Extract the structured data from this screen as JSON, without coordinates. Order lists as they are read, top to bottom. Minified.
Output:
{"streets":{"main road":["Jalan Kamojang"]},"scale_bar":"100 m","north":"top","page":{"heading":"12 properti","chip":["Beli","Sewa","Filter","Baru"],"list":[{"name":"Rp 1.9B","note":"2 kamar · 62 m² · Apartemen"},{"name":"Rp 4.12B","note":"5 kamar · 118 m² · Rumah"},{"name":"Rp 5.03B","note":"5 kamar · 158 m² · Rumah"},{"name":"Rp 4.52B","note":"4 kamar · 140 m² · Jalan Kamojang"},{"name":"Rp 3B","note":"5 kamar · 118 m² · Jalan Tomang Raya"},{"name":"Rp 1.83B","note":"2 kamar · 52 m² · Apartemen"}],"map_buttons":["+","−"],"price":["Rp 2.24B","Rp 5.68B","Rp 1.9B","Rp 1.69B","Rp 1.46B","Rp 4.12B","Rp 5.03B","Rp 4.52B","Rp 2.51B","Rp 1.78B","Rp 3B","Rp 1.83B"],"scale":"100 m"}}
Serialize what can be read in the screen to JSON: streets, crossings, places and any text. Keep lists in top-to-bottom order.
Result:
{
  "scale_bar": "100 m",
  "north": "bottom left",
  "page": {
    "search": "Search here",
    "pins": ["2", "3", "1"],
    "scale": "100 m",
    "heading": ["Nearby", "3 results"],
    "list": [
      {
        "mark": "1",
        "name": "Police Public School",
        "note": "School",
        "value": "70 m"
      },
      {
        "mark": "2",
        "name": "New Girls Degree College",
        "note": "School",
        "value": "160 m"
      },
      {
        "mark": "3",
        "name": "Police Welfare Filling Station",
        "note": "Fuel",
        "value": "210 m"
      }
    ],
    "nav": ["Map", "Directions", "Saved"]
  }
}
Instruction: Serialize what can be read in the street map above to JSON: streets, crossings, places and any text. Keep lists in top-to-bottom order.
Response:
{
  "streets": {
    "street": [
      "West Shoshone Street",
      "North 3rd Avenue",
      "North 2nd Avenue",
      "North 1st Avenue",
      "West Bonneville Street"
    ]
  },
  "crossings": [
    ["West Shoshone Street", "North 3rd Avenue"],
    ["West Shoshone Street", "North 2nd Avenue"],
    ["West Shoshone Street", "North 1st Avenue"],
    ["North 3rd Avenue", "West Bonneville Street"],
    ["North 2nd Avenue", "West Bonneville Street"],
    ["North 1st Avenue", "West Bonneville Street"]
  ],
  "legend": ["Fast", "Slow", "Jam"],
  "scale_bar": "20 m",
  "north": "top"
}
——————————
◆ Activity
The span to give again runs from the line with "Serialize what can be read in the screen" through the last line of the records above; reproduce it exactly and nothing more.

◆ Result of the task
Serialize what can be read in the screen to JSON: streets, crossings, places and any text. Keep lists in top-to-bottom order.
Result:
{
  "scale_bar": "100 m",
  "north": "bottom left",
  "page": {
    "search": "Search here",
    "pins": ["2", "3", "1"],
    "scale": "100 m",
    "heading": ["Nearby", "3 results"],
    "list": [
      {
        "mark": "1",
        "name": "Police Public School",
        "note": "School",
        "value": "70 m"
      },
      {
        "mark": "2",
        "name": "New Girls Degree College",
        "note": "School",
        "value": "160 m"
      },
      {
        "mark": "3",
        "name": "Police Welfare Filling Station",
        "note": "Fuel",
        "value": "210 m"
      }
    ],
    "nav": ["Map", "Directions", "Saved"]
  }
}
Instruction: Serialize what can be read in the street map above to JSON: streets, crossings, places and any text. Keep lists in top-to-bottom order.
Response:
{
  "streets": {
    "street": [
      "West Shoshone Street",
      "North 3rd Avenue",
      "North 2nd Avenue",
      "North 1st Avenue",
      "West Bonneville Street"
    ]
  },
  "crossings": [
    ["West Shoshone Street", "North 3rd Avenue"],
    ["West Shoshone Street", "North 2nd Avenue"],
    ["West Shoshone Street", "North 1st Avenue"],
    ["North 3rd Avenue", "West Bonneville Street"],
    ["North 2nd Avenue", "West Bonneville Street"],
    ["North 1st Avenue", "West Bonneville Street"]
  ],
  "legend": ["Fast", "Slow", "Jam"],
  "scale_bar": "20 m",
  "north": "top"
}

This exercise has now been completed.